### Requirement
The answer is to be the data that follows, transcribed exactly, minus its pictures.

### Data section
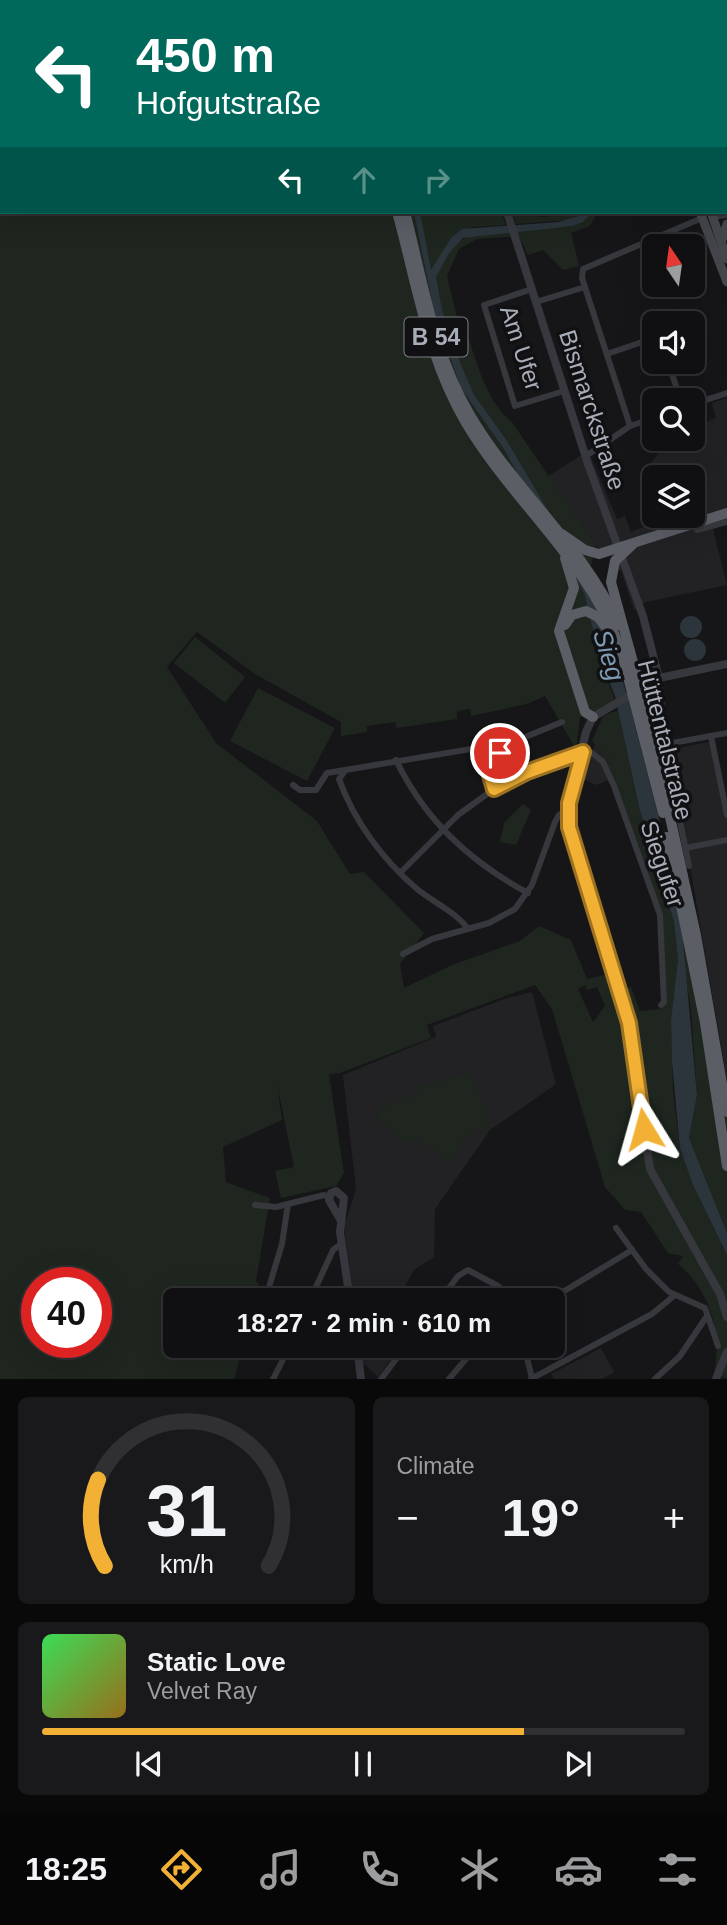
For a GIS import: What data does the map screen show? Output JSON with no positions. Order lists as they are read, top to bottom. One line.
{"streets":{"highway":["B 54","Hüttentalstraße"],"street":["Am Ufer","Bismarckstraße","Siegufer"]},"crossings":[["Am Ufer","Bismarckstraße"]],"water":["Sieg"],"north":"top","page":{"turn":["450 m","Hofgutstraße"],"limit":"40","trip":"18:27 · 2 min · 610 m","tile":"Climate","heat":["−","19°","+"],"song":["Static Love","Velvet Ray"],"tabs":"18:25","gauge":["31","km/h"]}}
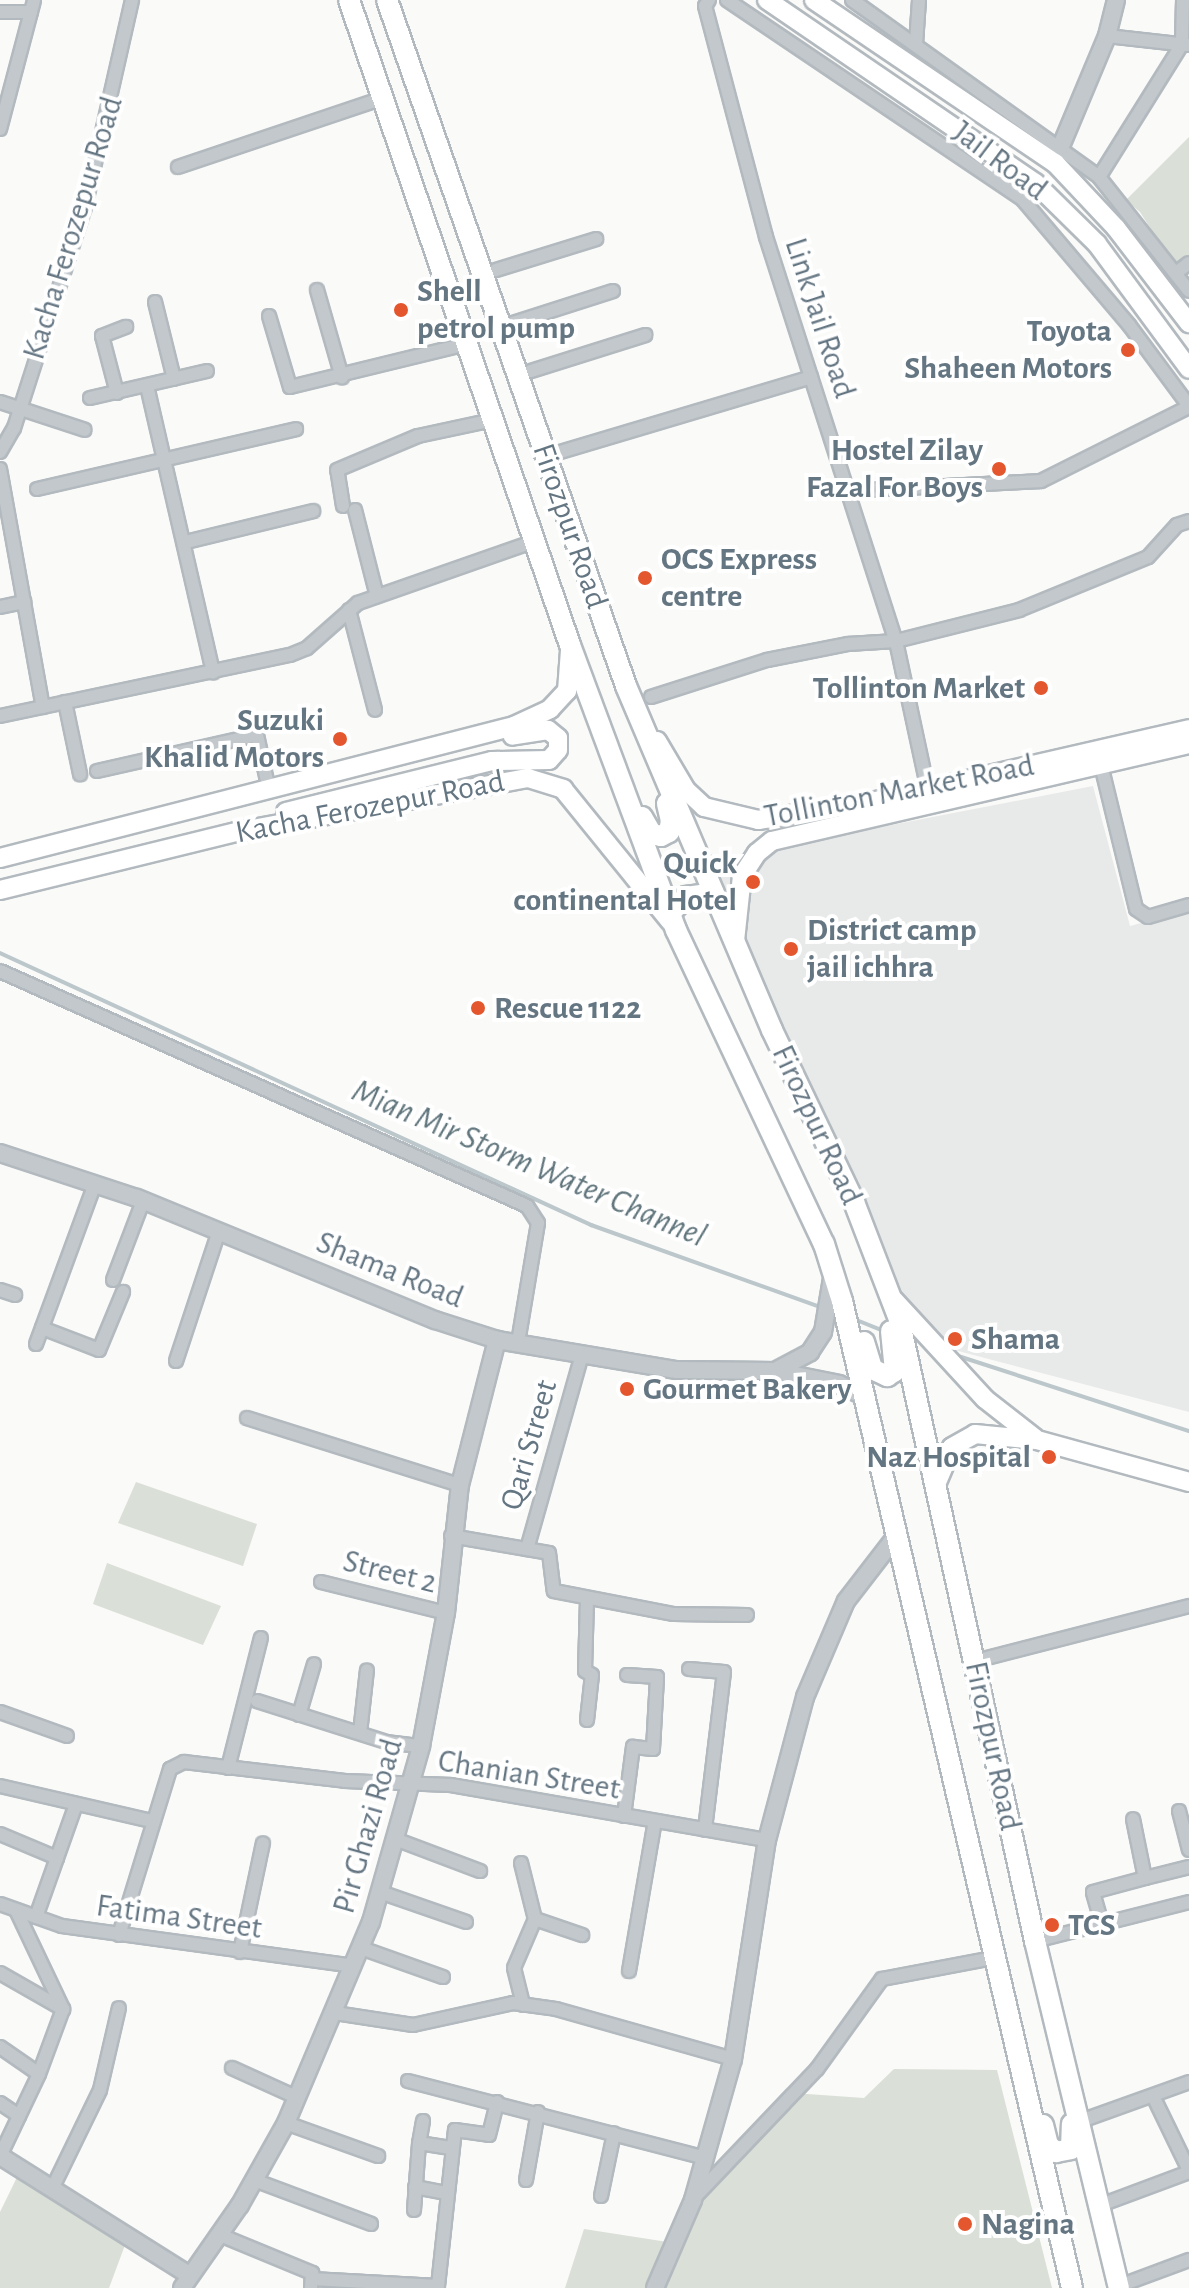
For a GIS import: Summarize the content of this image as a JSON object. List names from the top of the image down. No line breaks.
{"streets":{"main road":["Jail Road","Kacha Ferozepur Road","Firozpur Road","Tollinton Market Road"],"street":["Link Jail Road","Shama Road","Qari Street","Street 2","Chanian Street","Pir Ghazi Road","Fatima Street"]},"crossings":[["Kacha Ferozepur Road","Firozpur Road"],["Link Jail Road","Tollinton Market Road"],["Firozpur Road","Tollinton Market Road"],["Firozpur Road","Shama Road"],["Shama Road","Qari Street"],["Shama Road","Pir Ghazi Road"],["Street 2","Pir Ghazi Road"],["Chanian Street","Pir Ghazi Road"],["Chanian Street","Fatima Street"],["Pir Ghazi Road","Fatima Street"]],"water":["Mian Mir Storm Water Channel"],"places":["Shell petrol pump","Toyota Shaheen Motors","Hostel Zilay Fazal For Boys","OCS Express centre","Tollinton Market","Suzuki Khalid Motors","Quick continental Hotel","District camp jail ichhra","Rescue 1122","Shama","Gourmet Bakery","Naz Hospital","TCS","Nagina"]}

### Exercise answer
For a GIS import: What data does the map screen show? Output JSON with no positions. Order lists as they are read, top to bottom. One line.
{"streets":{"highway":["B 54","Hüttentalstraße"],"street":["Am Ufer","Bismarckstraße","Siegufer"]},"crossings":[["Am Ufer","Bismarckstraße"]],"water":["Sieg"],"north":"top","page":{"turn":["450 m","Hofgutstraße"],"limit":"40","trip":"18:27 · 2 min · 610 m","tile":"Climate","heat":["−","19°","+"],"song":["Static Love","Velvet Ray"],"tabs":"18:25","gauge":["31","km/h"]}}
For a GIS import: Summarize the content of this image as a JSON object. List names from the top of the image down. No line breaks.
{"streets":{"main road":["Jail Road","Kacha Ferozepur Road","Firozpur Road","Tollinton Market Road"],"street":["Link Jail Road","Shama Road","Qari Street","Street 2","Chanian Street","Pir Ghazi Road","Fatima Street"]},"crossings":[["Kacha Ferozepur Road","Firozpur Road"],["Link Jail Road","Tollinton Market Road"],["Firozpur Road","Tollinton Market Road"],["Firozpur Road","Shama Road"],["Shama Road","Qari Street"],["Shama Road","Pir Ghazi Road"],["Street 2","Pir Ghazi Road"],["Chanian Street","Pir Ghazi Road"],["Chanian Street","Fatima Street"],["Pir Ghazi Road","Fatima Street"]],"water":["Mian Mir Storm Water Channel"],"places":["Shell petrol pump","Toyota Shaheen Motors","Hostel Zilay Fazal For Boys","OCS Express centre","Tollinton Market","Suzuki Khalid Motors","Quick continental Hotel","District camp jail ichhra","Rescue 1122","Shama","Gourmet Bakery","Naz Hospital","TCS","Nagina"]}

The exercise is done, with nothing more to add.